Une étudiante originaire d'Afrique australe, qui étudie en Tunisie depuis cinq ans, a brossé un tableau poignant de l'impact des remarques de M. Saied sur les Africains noirs en Tunisie.
Elle a déclaré au podcast BBC Africa Daily que certains avaient vu leur maison incendiée, que d'autres avaient été battus et qu'elle ne se sentait plus en sécurité dans le pays.
De nombreux Africains noirs se sont donc rendus dans leurs ambassades pour organiser leur rapatriement.

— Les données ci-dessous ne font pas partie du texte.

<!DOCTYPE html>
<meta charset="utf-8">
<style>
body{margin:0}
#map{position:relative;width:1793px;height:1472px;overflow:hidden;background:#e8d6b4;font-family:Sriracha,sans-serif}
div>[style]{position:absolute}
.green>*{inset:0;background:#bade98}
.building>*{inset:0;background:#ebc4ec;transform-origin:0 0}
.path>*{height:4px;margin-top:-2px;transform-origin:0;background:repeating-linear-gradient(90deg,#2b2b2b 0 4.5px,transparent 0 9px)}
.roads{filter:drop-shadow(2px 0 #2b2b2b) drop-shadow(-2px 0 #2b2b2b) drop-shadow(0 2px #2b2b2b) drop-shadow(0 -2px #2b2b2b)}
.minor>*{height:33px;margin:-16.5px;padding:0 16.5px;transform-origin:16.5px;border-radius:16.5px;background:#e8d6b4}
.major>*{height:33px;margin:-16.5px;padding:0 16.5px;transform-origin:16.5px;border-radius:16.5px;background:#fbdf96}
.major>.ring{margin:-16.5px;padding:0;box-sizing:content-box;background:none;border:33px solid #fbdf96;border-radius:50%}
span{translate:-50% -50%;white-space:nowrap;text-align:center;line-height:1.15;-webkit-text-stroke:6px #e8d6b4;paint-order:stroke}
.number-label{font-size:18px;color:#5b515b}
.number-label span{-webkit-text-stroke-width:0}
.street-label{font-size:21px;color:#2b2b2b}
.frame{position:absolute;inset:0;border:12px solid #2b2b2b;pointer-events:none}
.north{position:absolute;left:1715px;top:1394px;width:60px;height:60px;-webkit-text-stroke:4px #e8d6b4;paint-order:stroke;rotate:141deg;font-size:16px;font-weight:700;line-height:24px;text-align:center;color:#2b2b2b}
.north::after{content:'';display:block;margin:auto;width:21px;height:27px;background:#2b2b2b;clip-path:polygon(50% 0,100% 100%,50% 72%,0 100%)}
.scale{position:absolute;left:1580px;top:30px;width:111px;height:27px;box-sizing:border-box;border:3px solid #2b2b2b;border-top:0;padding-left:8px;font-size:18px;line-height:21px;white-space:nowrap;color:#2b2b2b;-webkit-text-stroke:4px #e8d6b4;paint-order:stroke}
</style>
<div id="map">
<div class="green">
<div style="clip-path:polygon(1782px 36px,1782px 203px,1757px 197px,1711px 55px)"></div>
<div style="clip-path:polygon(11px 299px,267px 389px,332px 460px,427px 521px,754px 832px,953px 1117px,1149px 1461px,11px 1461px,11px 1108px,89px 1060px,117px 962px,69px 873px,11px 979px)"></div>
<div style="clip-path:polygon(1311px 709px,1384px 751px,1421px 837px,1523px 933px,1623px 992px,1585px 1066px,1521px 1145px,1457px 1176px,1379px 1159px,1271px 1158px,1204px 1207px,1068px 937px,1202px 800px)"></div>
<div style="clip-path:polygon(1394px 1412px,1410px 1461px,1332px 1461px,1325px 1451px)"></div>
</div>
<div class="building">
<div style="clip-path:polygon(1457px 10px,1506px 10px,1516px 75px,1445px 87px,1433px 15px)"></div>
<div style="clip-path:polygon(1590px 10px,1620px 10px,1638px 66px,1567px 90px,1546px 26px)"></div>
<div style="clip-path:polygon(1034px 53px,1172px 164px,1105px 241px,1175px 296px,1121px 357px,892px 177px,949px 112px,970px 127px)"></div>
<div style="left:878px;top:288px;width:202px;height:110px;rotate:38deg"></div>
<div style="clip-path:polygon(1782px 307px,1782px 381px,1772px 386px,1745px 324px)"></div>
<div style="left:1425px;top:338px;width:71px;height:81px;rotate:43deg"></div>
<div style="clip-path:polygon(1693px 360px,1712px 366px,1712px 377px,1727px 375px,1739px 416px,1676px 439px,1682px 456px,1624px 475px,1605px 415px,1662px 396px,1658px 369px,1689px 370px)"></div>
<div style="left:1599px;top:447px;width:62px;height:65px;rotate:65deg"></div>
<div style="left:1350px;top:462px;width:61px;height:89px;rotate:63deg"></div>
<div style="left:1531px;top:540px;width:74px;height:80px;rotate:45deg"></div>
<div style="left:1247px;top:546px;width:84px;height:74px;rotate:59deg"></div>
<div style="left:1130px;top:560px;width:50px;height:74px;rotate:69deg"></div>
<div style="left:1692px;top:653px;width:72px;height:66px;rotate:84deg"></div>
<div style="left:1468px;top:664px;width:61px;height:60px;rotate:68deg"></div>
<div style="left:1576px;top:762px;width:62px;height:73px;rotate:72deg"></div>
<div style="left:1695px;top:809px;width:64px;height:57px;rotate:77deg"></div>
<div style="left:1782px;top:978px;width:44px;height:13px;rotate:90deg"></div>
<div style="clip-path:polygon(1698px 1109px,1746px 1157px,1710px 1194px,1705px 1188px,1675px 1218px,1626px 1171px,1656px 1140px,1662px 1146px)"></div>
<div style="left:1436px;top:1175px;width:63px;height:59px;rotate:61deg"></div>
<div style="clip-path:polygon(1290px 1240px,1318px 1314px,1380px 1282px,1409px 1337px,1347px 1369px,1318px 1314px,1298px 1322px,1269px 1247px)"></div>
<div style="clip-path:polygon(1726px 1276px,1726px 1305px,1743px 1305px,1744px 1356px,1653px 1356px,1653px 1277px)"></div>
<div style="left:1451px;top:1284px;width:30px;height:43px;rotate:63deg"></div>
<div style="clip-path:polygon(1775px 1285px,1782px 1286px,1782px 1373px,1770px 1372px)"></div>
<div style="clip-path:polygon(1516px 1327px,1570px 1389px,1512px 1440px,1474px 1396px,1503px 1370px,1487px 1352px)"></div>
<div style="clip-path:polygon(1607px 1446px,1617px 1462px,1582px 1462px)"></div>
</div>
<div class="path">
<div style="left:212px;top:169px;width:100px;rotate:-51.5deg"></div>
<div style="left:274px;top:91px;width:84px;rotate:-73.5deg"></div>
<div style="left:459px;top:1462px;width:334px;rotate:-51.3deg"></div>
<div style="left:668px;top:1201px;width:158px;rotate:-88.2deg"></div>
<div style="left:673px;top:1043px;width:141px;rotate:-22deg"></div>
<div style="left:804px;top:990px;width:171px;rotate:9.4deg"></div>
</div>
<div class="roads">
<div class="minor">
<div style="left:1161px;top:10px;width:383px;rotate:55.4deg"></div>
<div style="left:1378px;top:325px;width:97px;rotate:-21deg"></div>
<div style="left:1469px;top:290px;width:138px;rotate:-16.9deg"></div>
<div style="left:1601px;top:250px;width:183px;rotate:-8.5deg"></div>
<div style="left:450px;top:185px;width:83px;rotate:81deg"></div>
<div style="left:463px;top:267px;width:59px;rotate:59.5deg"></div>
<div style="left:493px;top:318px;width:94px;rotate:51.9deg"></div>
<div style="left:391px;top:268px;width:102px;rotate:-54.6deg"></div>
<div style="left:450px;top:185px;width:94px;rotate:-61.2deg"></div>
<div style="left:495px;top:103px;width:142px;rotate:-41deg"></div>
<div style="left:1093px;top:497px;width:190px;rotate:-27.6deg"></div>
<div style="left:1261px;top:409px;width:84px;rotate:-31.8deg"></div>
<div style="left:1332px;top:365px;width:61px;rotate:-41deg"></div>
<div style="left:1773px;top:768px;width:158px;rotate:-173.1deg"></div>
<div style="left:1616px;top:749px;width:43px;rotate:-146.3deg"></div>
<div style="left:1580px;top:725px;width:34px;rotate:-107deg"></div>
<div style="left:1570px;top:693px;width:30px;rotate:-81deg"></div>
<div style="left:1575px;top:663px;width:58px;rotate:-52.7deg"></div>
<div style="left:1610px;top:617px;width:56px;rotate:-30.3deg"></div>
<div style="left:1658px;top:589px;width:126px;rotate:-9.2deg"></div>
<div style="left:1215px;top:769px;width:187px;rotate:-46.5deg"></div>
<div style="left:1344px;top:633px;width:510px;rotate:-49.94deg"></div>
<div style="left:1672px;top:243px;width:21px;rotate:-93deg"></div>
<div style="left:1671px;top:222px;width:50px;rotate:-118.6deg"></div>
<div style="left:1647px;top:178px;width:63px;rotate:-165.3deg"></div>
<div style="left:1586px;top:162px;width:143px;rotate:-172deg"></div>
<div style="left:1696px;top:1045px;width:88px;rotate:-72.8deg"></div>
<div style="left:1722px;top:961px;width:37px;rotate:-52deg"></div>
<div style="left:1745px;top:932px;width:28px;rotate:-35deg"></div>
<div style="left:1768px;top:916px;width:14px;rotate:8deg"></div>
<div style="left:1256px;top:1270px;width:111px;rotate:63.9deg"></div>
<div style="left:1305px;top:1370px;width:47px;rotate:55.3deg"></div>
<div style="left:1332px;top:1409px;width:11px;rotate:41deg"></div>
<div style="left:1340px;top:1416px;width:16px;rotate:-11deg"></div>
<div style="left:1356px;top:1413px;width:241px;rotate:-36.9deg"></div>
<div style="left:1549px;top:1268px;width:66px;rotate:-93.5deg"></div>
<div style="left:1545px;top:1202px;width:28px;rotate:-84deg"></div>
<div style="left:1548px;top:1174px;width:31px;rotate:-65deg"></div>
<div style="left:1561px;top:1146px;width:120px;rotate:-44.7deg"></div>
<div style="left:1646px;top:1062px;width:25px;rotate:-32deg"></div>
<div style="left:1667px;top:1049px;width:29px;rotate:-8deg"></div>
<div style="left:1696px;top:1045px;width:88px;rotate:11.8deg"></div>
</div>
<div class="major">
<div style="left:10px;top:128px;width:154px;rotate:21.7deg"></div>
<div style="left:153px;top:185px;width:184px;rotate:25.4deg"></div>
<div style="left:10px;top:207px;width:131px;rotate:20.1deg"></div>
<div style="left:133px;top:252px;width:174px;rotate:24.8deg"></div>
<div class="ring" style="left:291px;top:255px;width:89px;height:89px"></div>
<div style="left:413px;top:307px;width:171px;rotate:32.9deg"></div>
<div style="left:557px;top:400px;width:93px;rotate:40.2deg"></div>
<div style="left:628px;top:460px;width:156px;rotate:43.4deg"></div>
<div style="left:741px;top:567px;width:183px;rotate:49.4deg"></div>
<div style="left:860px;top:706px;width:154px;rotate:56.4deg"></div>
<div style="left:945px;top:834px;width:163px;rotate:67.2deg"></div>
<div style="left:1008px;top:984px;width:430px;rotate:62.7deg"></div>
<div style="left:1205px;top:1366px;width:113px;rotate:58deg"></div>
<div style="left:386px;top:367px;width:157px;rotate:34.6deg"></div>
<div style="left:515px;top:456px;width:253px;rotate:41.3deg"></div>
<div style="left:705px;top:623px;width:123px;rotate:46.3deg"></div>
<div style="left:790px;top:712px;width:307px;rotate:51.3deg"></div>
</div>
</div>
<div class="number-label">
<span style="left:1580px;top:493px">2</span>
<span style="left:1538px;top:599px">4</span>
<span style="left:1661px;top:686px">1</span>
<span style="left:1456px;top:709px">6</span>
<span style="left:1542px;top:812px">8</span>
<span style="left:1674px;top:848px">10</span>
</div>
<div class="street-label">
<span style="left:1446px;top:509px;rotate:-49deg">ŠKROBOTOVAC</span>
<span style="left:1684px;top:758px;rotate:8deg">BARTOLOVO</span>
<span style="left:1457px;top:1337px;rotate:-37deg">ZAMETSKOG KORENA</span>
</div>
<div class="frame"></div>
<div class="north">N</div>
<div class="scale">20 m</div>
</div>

Le gouvernement tunisien a défendu le président, arguant que son discours s'adressait à ceux qui étaient venus dans le pays sans autorisation et non à ceux qui s'y trouvaient légalement.

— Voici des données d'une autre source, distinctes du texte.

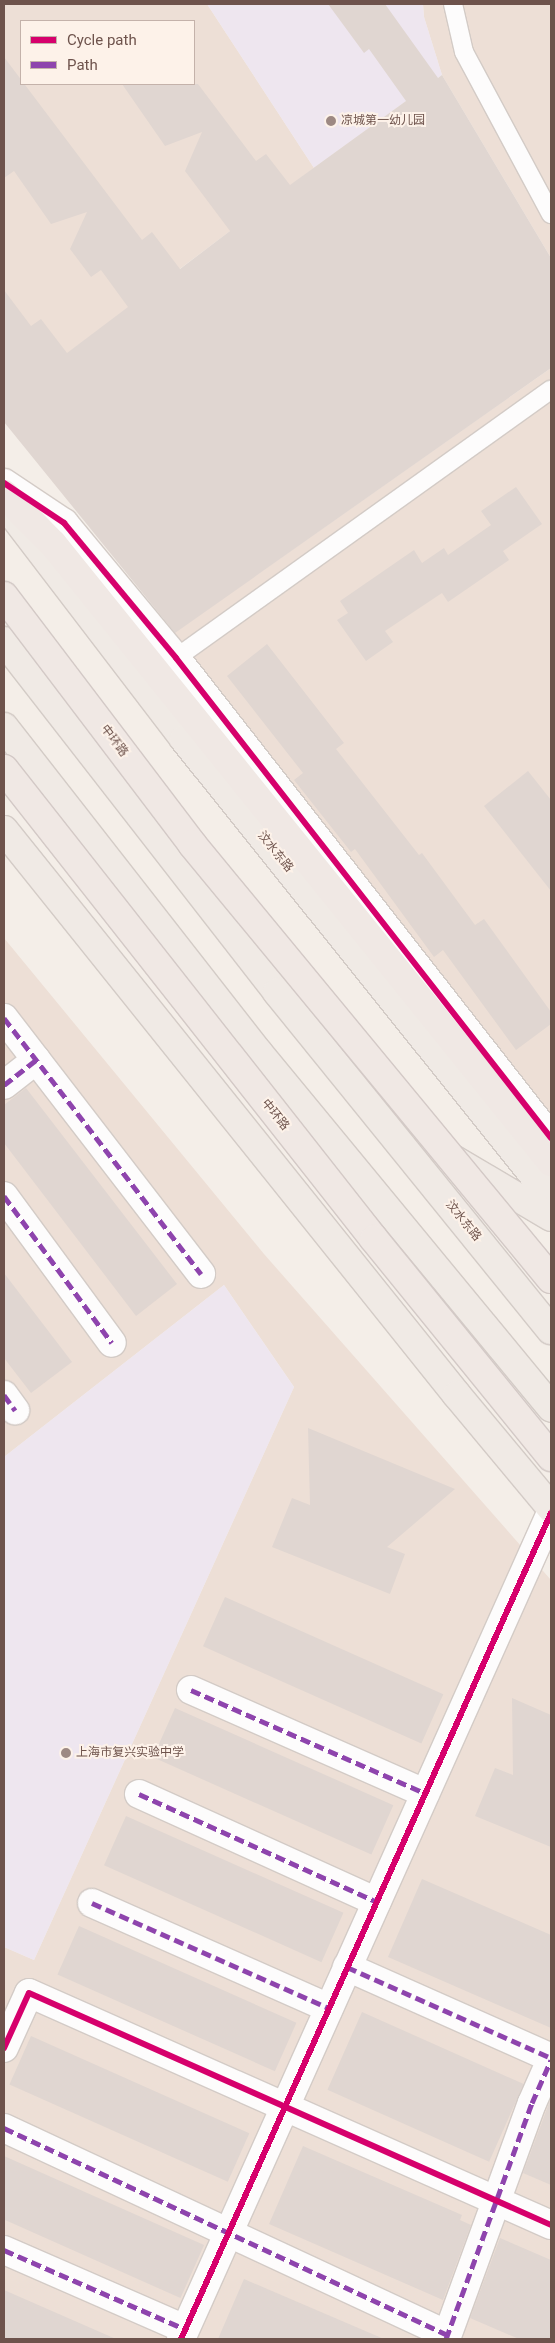 <!DOCTYPE html>
<meta charset="utf-8">
<style>
body{margin:0}
#map{position:relative;width:555px;height:2343px;overflow:hidden;background:#f4eee8;font-family:Roboto,"Noto Sans SC",sans-serif}
div>[style]{position:absolute}
[style*='--x']{left:calc(var(--x)*1px);top:calc(var(--y)*1px);width:calc(var(--w)*1px);rotate:calc(var(--a)*1deg)}
.residential>*{inset:0;background:#eddfd6}
.education>*{inset:0;background:#eee6ef}
.building>*{inset:0;background:#e0d6d1;transform-origin:0 0}
.roads{filter:drop-shadow(1px 0 #d3cbc6) drop-shadow(-1px 0 #d3cbc6) drop-shadow(0 1px #d3cbc6) drop-shadow(0 -1px #d3cbc6)}
.service>*{height:18px;margin:-9px;padding:0 9px;transform-origin:9px;border-radius:9px;background:#fdfcfc}
.minor>*{height:28px;margin:-14px;padding:0 14px;transform-origin:14px;border-radius:14px;background:#fdfcfc}
.primary>*{height:28px;margin:-14px;padding:0 14px;transform-origin:14px;border-radius:14px;background:#f0eae5}
.trunk>*{height:28px;margin:-14px;padding:0 14px;transform-origin:14px;border-radius:14px;background:#f0e8e4}
.bridges{filter:drop-shadow(1px 0 #d3c9c6) drop-shadow(-1px 0 #d3c9c6) drop-shadow(0 1px #d3c9c6) drop-shadow(0 -1px #d3c9c6)}
.trunk-bridge>*{height:28px;margin:-14px;padding:0 14px;transform-origin:14px;border-radius:14px;background:#f0e8e4}
.quiet>*{height:5px;margin-top:-2.5px;transform-origin:0;background:repeating-linear-gradient(90deg,#8e44ad 0 10px,transparent 0 15px)}
.cycleway>*{height:6px;margin:-3px;padding:0 3px;transform-origin:3px;border-radius:3px;background:#d6006c}
.dots>*{width:14px;height:14px;translate:-50% -50%;box-sizing:border-box;border:2px solid #fdf2e9;border-radius:50%}
span{translate:-50% -50%;white-space:nowrap;text-align:center;line-height:1.15;-webkit-text-stroke:4px #fdf2e9;paint-order:stroke}
.poi-label{font-size:12px;color:#6e534c}
.left{translate:0 -50%;text-align:left}
.street-label{font-size:12px;color:#6e534c}
.frame{position:absolute;inset:0;border:5px solid #6e534c;pointer-events:none}
.legend{position:absolute;left:20px;top:20px;width:175px;height:65px;box-sizing:border-box;background:#fdf2e9;border:1px solid #c4b2aa;margin:0;padding:6px 9px;list-style:none;font-size:15px;color:#6e534c}
.legend li{display:flex;align-items:center;gap:10px;height:25px}
.legend b{width:25px;border:1px solid #c4b2aa}
</style>
<div id="map">
<div class="residential">
<div style="clip-path:polygon(evenodd,4px 4px,207px 4px,314px 168px,4px 401px,4px 4px,21px 21px,194px 21px,194px 84px,21px 84px,21px 21px)"></div>
<div style="clip-path:polygon(423px 4px,551px 4px,551px 258px,442px 75px,424px 17px)"></div>
<div style="clip-path:polygon(551px 368px,551px 1116px,174px 633px)"></div>
<div style="clip-path:polygon(4px 938px,264px 1254px,551px 1580px,551px 2339px,4px 2339px,4px 1947px,34px 1960px,294px 1387px,224px 1285px,4px 1457px)"></div>
</div>
<div class="education">
<div style="clip-path:polygon(207px 4px,423px 4px,424px 17px,442px 75px,314px 168px)"></div>
<div style="clip-path:polygon(224px 1285px,294px 1387px,34px 1960px,4px 1947px,4px 1457px)"></div>
</div>
<div class="building">
<div style="clip-path:polygon(328px 4px,385px 4px,438px 78px,442px 75px,551px 258px,551px 368px,175px 633px,4px 422px,4px 290px,31px 326px,41px 319px,67px 353px,128px 307px,101px 270px,91px 277px,70px 249px,87px 212px,51px 224px,14px 171px,4px 178px,4px 57px,142px 240px,152px 232px,180px 269px,230px 231px,185px 171px,202px 132px,165px 146px,122px 84px,198px 84px,256px 161px,266px 154px,290px 185px,406px 101px,369px 49px,364px 53px)"></div>
<div style="clip-path:polygon(516px 487px,542px 524px,503px 551px,509px 560px,448px 602px,442px 593px,385px 631px,393px 642px,366px 661px,337px 620px,348px 613px,340px 601px,414px 550px,422px 563px,444px 548px,448px 555px,491px 525px,481px 511px)"></div>
<div style="clip-path:polygon(267px 644px,344px 743px,336px 749px,419px 855px,422px 853px,475px 925px,484px 919px,551px 1012px,551px 1024px,516px 1050px,443px 950px,434px 957px,355px 849px,351px 852px,294px 780px,303px 773px,227px 676px)"></div>
<div style="clip-path:polygon(528px 771px,551px 800px,551px 891px,484px 806px)"></div>
<div style="clip-path:polygon(26px 1088px,177px 1284px,136px 1316px,4px 1143px,4px 1105px)"></div>
<div style="clip-path:polygon(4px 1273px,72px 1362px,31px 1393px,4px 1358px)"></div>
<div style="clip-path:polygon(308px 1428px,455px 1489px,387px 1547px,405px 1554px,390px 1594px,272px 1547px,292px 1498px,310px 1505px)"></div>
<div style="left:225px;top:1597px;width:239px;height:54px;rotate:24deg"></div>
<div style="clip-path:polygon(512px 1698px,551px 1715px,551px 1847px,475px 1816px,495px 1768px,513px 1775px)"></div>
<div style="left:175px;top:1708px;width:239px;height:54px;rotate:24deg"></div>
<div style="left:126px;top:1816px;width:238px;height:54px;rotate:24deg"></div>
<div style="clip-path:polygon(422px 1879px,551px 1935px,551px 2028px,388px 1957px)"></div>
<div style="left:79px;top:1926px;width:238px;height:53px;rotate:24deg"></div>
<div style="left:362px;top:2012px;width:177px;height:85px;rotate:24deg"></div>
<div style="left:31px;top:2036px;width:239px;height:53px;rotate:24deg"></div>
<div style="clip-path:polygon(551px 2098px,551px 2185px,523px 2173px)"></div>
<div style="clip-path:polygon(303px 2146px,462px 2215px,460px 2220px,471px 2225px,443px 2300px,269px 2224px)"></div>
<div style="left:4px;top:2156px;width:219px;height:58px;rotate:24deg"></div>
<div style="clip-path:polygon(500px 2238px,551px 2260px,551px 2339px,519px 2339px,470px 2318px)"></div>
<div style="clip-path:polygon(244px 2279px,384px 2339px,218px 2339px)"></div>
<div style="clip-path:polygon(4px 2290px,116px 2339px,4px 2339px)"></div>
</div>
<div class="roads">
<div class="service">
<div style="--x:453;--y:4;--w:49;--a:77.1"></div>
<div style="--x:464;--y:52;--w:184;--a:61.8"></div>
<div style="--x:176;--y:658;--w:461;--a:-35.6"></div>
</div>
<div class="minor">
<div style="--x:4;--y:483;--w:72;--a:33.7"></div>
<div style="--x:64;--y:523;--w:175;--a:50.3"></div>
<div style="--x:176;--y:658;--w:609;--a:52"></div>
<div style="--x:4;--y:1018;--w:323;--a:52.4"></div>
<div style="--x:4;--y:1085;--w:41;--a:-38"></div>
<div style="--x:4;--y:1196;--w:182;--a:53.7"></div>
<div style="--x:4;--y:1395;--w:19;--a:54"></div>
<div style="--x:191;--y:1690;--w:256;--a:23.8"></div>
<div style="--x:139;--y:1794;--w:261;--a:24.4"></div>
<div style="--x:92;--y:1903;--w:259;--a:23.9"></div>
<div style="--x:347;--y:1967;--w:223;--a:24"></div>
<div style="--x:4;--y:2048;--w:60;--a:-65.6"></div>
<div style="--x:29;--y:1993;--w:571;--a:23.96"></div>
<div style="--x:4;--y:2128;--w:489;--a:25"></div>
<div style="--x:4;--y:2250;--w:197;--a:23.6"></div>
<div style="--x:181;--y:2339;--w:905;--a:-65.87"></div>
<div style="--x:446;--y:2339;--w:251;--a:-70"></div>
<div style="--x:532;--y:2103;--w:47;--a:-66.2"></div>
</div>
<div class="primary">
<div style="--x:16;--y:519;--w:277;--a:52.6"></div>
<div style="--x:184;--y:739;--w:587;--a:51.29"></div>
<div style="--x:4;--y:641;--w:445;--a:52.1"></div>
<div style="--x:277;--y:992;--w:435;--a:51"></div>
<div style="--x:4;--y:727;--w:412;--a:52"></div>
<div style="--x:258;--y:1052;--w:461;--a:50.5"></div>
<div style="--x:4;--y:830;--w:724;--a:51.28"></div>
<div style="--x:457;--y:1395;--w:147;--a:50.2"></div>
<div style="--x:453;--y:1159;--w:114;--a:30.6"></div>
</div>
<div class="trunk">
<div style="--x:4;--y:494;--w:70;--a:45.6"></div>
<div style="--x:53;--y:544;--w:794;--a:51.14"></div>
</div>
</div>
<div class="bridges">
<div class="trunk-bridge">
<div style="--x:4;--y:596;--w:311;--a:52.8"></div>
<div style="--x:192;--y:844;--w:564;--a:50.47"></div>
<div style="--x:4;--y:769;--w:598;--a:51.79"></div>
<div style="--x:374;--y:1239;--w:281;--a:50.9"></div>
</div>
</div>
<div class="quiet">
<div style="--x:4;--y:1018;--w:323;--a:52.4"></div>
<div style="--x:4;--y:1085;--w:41;--a:-38"></div>
<div style="--x:4;--y:1196;--w:182;--a:53.7"></div>
<div style="--x:4;--y:1395;--w:19;--a:54"></div>
<div style="--x:191;--y:1690;--w:256;--a:23.8"></div>
<div style="--x:139;--y:1794;--w:261;--a:24.4"></div>
<div style="--x:92;--y:1903;--w:259;--a:23.9"></div>
<div style="--x:347;--y:1967;--w:223;--a:24"></div>
<div style="--x:4;--y:2128;--w:489;--a:25"></div>
<div style="--x:4;--y:2250;--w:197;--a:23.6"></div>
<div style="--x:446;--y:2339;--w:251;--a:-70"></div>
<div style="--x:532;--y:2103;--w:47;--a:-66.2"></div>
</div>
<div class="cycleway">
<div style="--x:4;--y:483;--w:72;--a:33.7"></div>
<div style="--x:64;--y:523;--w:175;--a:50.3"></div>
<div style="--x:176;--y:658;--w:609;--a:52"></div>
<div style="--x:4;--y:2048;--w:60;--a:-65.6"></div>
<div style="--x:29;--y:1993;--w:571;--a:23.96"></div>
<div style="--x:181;--y:2339;--w:905;--a:-65.87"></div>
</div>
<div class="dots">
<div style="left:331px;top:121px;background:#9d8983"></div>
<div style="left:66px;top:1753px;background:#9d8983"></div>
</div>
<div class="poi-label">
<span class="left" style="left:341px;top:121px">凉城第一幼儿园</span>
<span class="left" style="left:76px;top:1753px">上海市复兴实验中学</span>
</div>
<div class="street-label">
<span style="left:114px;top:741px;rotate:53deg">中环路</span>
<span style="left:275px;top:852px;rotate:51deg">汶水东路</span>
<span style="left:275px;top:1115px;rotate:51deg">中环路</span>
<span style="left:463px;top:1221px;rotate:51deg">汶水东路</span>
</div>
<div class="frame"></div>
<ul class="legend">
<li><b style="height:6px;background:#d6006c"></b>Cycle path</li>
<li><b style="height:6px;background:#8e44ad"></b>Path</li>
</ul>
</div>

On estime à 20 000 le nombre de migrants subsahariens en Tunisie, qui compte 12 millions d'habitants.
Kenza ben Azouz, chercheuse tunisienne spécialisée dans les droits de l'homme, a déclaré à la BBC : "Il ne s'agit pas d'une question de légalité ou d'illégalité. Il s'agit d'être noir dans ce pays".
Elle a ajouté que les Tunisiens noirs, qui représentent environ 10 à 15 % de la population du pays, sont victimes de discrimination en raison de la couleur de leur peau. Cette question a été soulevée l'année dernière par une enquête de BBC News Arabic.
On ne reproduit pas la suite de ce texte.